(YOUR TASK): Could you find each line of the data below that contains the word "roads" and copy those lines?

Dataset entries
◆ ◆ ◆

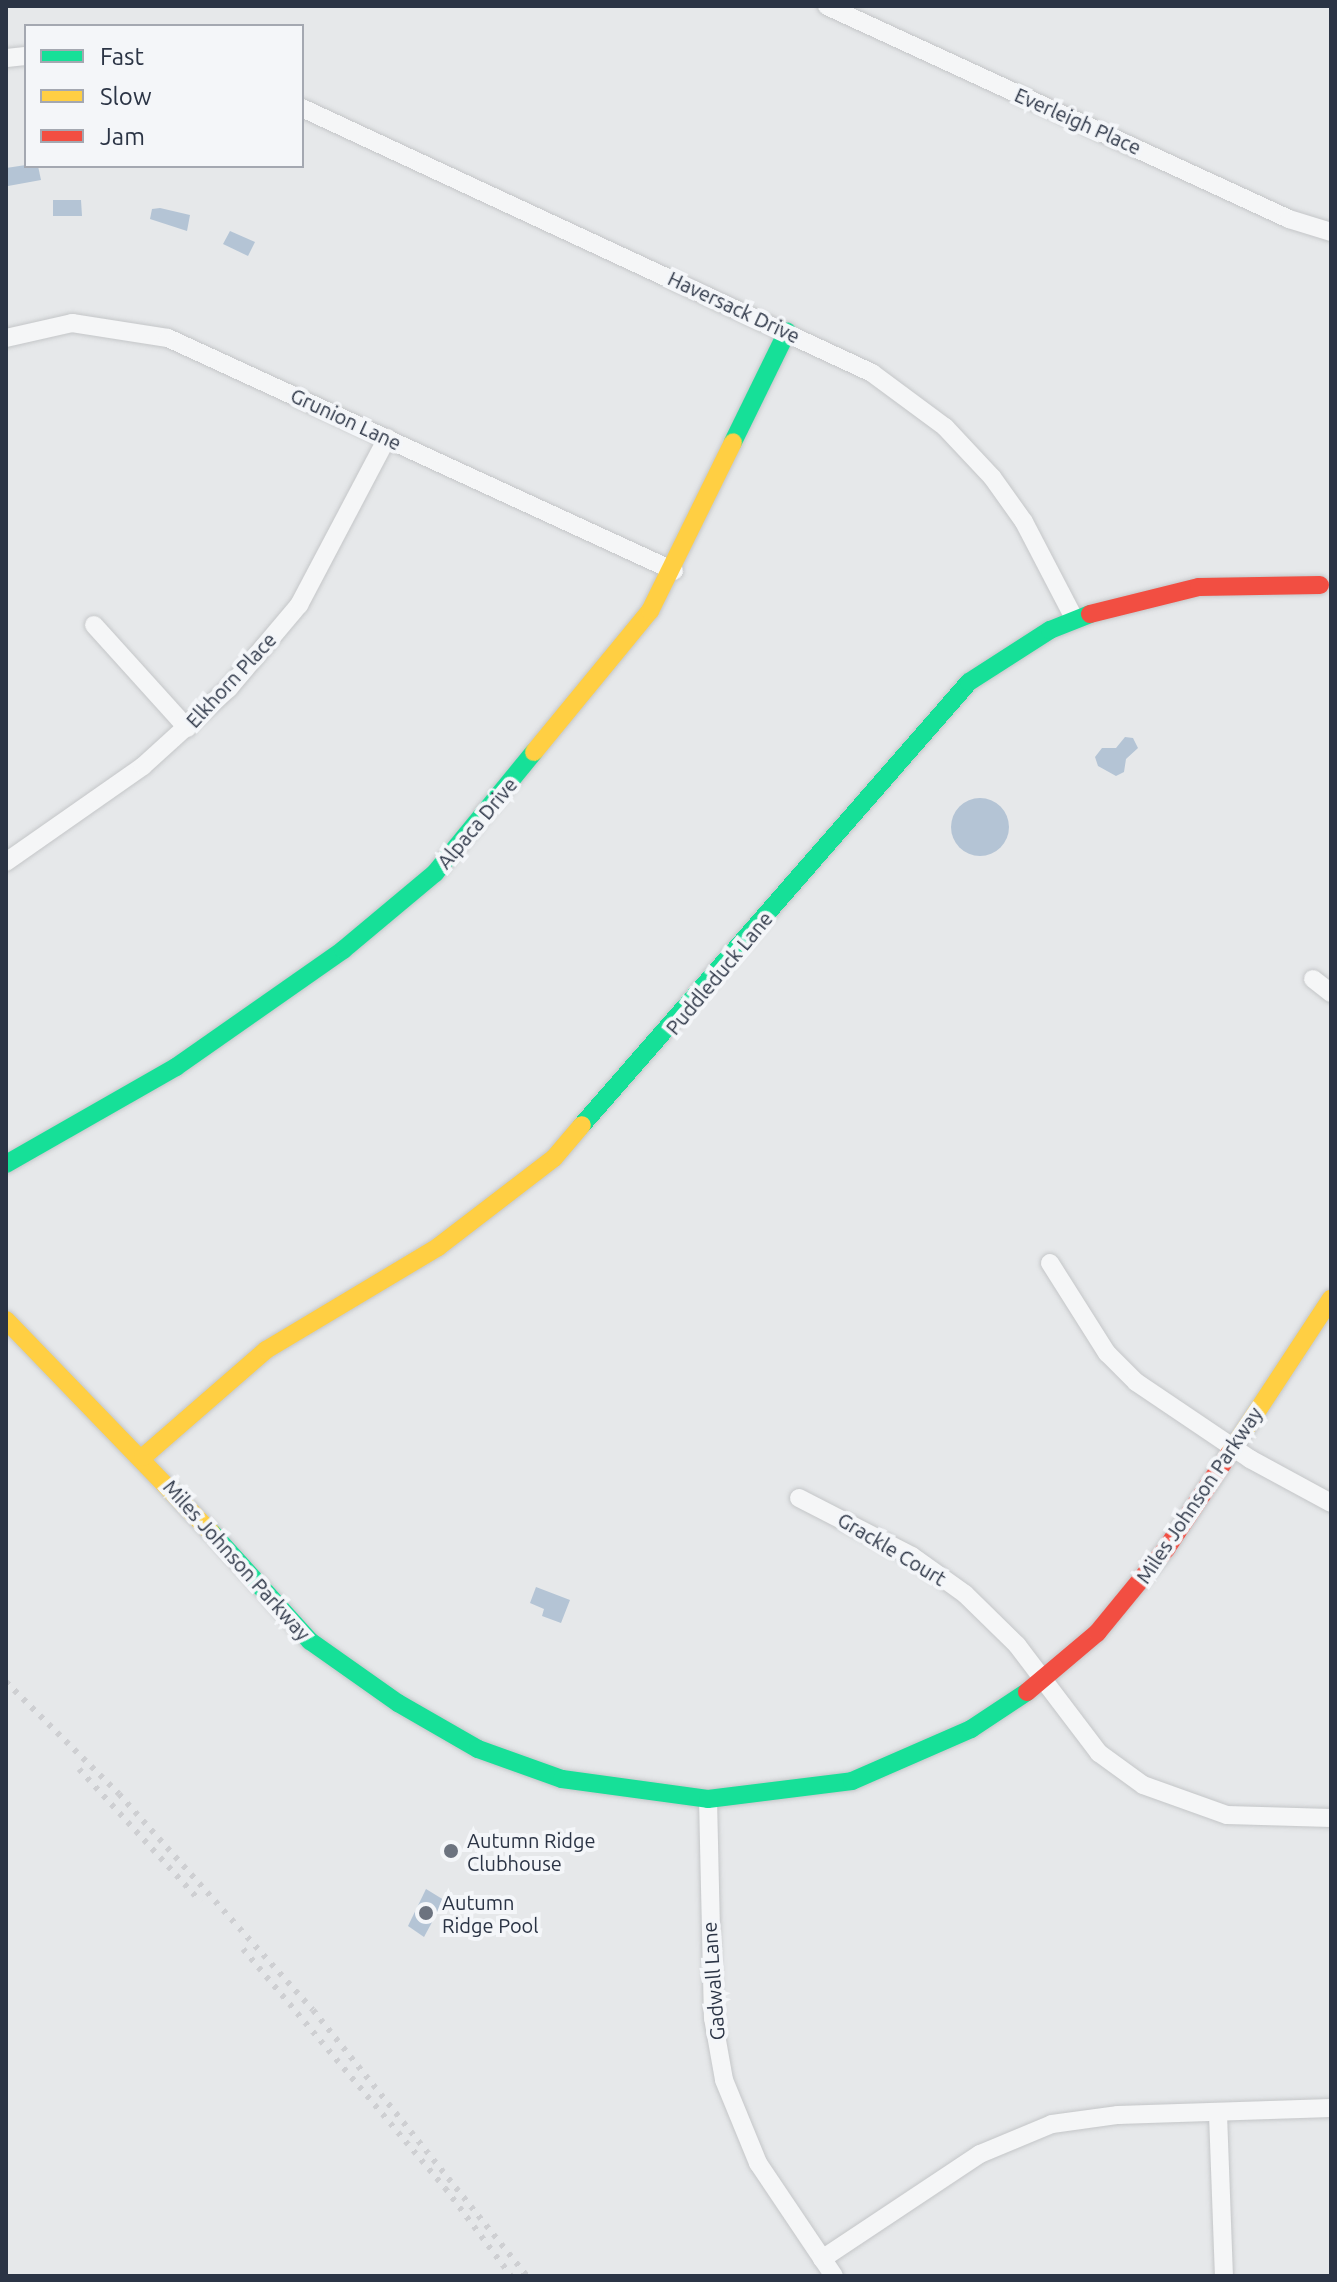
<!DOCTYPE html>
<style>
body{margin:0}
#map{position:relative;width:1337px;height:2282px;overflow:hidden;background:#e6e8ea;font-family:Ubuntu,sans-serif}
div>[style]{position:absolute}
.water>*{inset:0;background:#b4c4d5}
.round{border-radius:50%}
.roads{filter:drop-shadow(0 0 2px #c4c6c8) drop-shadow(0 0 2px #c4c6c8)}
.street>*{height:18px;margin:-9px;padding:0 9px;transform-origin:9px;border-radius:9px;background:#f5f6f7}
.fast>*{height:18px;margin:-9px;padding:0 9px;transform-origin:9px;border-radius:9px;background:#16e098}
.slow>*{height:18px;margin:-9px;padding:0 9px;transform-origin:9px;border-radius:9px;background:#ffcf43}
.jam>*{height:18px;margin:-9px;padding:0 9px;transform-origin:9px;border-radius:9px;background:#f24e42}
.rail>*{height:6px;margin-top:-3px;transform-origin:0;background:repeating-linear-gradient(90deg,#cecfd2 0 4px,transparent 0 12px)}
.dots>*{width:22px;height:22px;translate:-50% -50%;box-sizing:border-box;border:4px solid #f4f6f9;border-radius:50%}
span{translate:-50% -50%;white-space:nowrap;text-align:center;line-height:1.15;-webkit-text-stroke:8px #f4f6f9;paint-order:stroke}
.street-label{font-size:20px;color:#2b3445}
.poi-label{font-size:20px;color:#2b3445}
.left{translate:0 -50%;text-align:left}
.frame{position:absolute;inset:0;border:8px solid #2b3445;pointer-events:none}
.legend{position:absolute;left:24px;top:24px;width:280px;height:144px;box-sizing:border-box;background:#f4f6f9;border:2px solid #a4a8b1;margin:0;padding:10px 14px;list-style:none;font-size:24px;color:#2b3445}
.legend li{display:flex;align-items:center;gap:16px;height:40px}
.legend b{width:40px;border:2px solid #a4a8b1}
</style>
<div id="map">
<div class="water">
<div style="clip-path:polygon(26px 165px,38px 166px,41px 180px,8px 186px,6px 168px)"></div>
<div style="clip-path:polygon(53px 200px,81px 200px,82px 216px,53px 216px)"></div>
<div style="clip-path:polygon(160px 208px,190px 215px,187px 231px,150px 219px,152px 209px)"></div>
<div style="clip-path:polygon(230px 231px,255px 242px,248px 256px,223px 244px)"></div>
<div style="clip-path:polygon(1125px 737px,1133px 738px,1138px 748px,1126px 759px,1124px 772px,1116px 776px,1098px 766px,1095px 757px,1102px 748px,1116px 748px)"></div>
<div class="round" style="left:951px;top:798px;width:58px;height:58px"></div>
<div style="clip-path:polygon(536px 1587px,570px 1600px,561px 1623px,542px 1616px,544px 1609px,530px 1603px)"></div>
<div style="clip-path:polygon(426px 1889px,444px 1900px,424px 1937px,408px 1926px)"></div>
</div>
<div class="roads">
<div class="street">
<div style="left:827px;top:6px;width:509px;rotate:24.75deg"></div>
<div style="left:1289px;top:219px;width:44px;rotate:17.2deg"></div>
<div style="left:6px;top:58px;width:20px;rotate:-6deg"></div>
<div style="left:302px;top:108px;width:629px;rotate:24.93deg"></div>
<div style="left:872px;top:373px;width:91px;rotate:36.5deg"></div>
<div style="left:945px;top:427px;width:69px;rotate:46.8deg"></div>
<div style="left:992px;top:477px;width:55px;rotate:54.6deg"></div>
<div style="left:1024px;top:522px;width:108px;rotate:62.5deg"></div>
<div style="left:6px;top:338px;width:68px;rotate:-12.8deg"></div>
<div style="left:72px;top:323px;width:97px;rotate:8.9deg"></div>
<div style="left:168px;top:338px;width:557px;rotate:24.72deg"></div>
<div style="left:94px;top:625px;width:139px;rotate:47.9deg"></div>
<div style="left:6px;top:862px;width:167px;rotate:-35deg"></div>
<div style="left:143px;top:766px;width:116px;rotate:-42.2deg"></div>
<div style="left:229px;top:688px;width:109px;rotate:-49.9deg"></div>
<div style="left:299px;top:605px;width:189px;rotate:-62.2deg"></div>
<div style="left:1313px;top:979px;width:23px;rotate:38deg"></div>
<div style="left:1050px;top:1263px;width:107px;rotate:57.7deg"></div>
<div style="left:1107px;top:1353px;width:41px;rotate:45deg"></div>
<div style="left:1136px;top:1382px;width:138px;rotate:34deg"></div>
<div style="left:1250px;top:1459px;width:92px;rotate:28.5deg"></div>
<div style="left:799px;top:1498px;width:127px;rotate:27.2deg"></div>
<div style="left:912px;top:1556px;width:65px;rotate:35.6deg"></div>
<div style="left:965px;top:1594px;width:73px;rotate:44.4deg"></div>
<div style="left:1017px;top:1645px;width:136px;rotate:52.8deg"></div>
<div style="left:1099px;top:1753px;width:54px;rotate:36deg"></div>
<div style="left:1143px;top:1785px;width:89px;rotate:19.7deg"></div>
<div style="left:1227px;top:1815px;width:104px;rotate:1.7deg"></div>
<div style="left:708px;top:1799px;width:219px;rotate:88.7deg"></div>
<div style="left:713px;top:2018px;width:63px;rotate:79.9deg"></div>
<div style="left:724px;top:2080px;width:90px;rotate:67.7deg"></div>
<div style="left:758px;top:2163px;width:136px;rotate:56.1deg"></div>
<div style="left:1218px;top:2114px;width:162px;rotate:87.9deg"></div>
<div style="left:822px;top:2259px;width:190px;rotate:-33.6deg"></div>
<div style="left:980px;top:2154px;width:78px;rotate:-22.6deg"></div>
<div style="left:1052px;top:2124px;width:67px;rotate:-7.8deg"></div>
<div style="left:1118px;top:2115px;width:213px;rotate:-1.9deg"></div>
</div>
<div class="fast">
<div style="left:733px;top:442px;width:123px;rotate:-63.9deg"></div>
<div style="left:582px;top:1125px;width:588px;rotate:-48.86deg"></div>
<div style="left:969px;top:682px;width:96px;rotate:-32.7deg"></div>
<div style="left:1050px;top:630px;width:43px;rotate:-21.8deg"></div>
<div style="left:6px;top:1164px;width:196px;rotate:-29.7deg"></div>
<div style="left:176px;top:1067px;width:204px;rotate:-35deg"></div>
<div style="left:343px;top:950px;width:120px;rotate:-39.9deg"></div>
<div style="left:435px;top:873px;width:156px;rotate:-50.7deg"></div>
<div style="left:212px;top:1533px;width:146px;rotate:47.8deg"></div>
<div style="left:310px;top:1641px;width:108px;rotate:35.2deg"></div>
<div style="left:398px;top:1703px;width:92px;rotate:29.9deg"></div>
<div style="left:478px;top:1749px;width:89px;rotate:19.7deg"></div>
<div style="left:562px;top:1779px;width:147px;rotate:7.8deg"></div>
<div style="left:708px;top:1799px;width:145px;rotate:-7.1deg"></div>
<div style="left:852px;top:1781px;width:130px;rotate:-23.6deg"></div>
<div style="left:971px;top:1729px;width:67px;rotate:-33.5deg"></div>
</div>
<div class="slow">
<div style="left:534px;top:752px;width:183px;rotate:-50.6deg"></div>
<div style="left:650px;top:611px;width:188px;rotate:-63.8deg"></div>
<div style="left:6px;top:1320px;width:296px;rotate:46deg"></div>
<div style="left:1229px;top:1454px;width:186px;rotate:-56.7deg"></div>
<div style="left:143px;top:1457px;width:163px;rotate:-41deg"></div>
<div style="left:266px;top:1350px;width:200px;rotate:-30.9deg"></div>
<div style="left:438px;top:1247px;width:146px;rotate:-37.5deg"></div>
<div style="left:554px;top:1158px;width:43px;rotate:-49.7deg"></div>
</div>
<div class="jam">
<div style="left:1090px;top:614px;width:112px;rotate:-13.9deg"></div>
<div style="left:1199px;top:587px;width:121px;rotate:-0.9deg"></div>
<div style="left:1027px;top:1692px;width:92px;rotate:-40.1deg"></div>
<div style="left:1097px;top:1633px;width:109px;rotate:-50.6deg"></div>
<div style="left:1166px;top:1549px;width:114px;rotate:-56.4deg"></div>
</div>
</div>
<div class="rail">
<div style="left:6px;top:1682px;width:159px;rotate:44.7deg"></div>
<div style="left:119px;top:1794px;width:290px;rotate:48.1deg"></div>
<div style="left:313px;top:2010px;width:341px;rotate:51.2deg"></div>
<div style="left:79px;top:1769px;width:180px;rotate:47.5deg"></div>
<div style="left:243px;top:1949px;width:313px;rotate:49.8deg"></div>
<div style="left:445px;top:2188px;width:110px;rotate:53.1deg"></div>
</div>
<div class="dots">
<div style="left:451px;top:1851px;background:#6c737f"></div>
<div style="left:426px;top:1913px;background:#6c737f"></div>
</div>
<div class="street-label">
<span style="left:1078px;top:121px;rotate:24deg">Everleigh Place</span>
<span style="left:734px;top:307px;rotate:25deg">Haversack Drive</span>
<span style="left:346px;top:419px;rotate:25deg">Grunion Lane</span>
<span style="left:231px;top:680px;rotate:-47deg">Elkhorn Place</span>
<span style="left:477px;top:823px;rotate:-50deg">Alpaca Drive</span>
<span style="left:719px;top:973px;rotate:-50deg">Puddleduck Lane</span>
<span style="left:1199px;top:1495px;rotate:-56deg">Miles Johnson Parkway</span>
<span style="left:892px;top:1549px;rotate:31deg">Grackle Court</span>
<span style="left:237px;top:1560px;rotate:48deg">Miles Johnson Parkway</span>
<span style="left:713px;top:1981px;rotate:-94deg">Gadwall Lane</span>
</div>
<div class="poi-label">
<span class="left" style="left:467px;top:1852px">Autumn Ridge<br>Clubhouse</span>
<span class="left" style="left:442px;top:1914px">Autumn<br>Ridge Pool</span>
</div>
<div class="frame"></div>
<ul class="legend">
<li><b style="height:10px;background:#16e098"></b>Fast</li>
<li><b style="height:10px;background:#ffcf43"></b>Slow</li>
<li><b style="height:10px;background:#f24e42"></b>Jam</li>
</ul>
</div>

◆ ◆ ◆

(YOUR RESPONSE):
.roads{filter:drop-shadow(0 0 2px #c4c6c8) drop-shadow(0 0 2px #c4c6c8)}
<div class="roads">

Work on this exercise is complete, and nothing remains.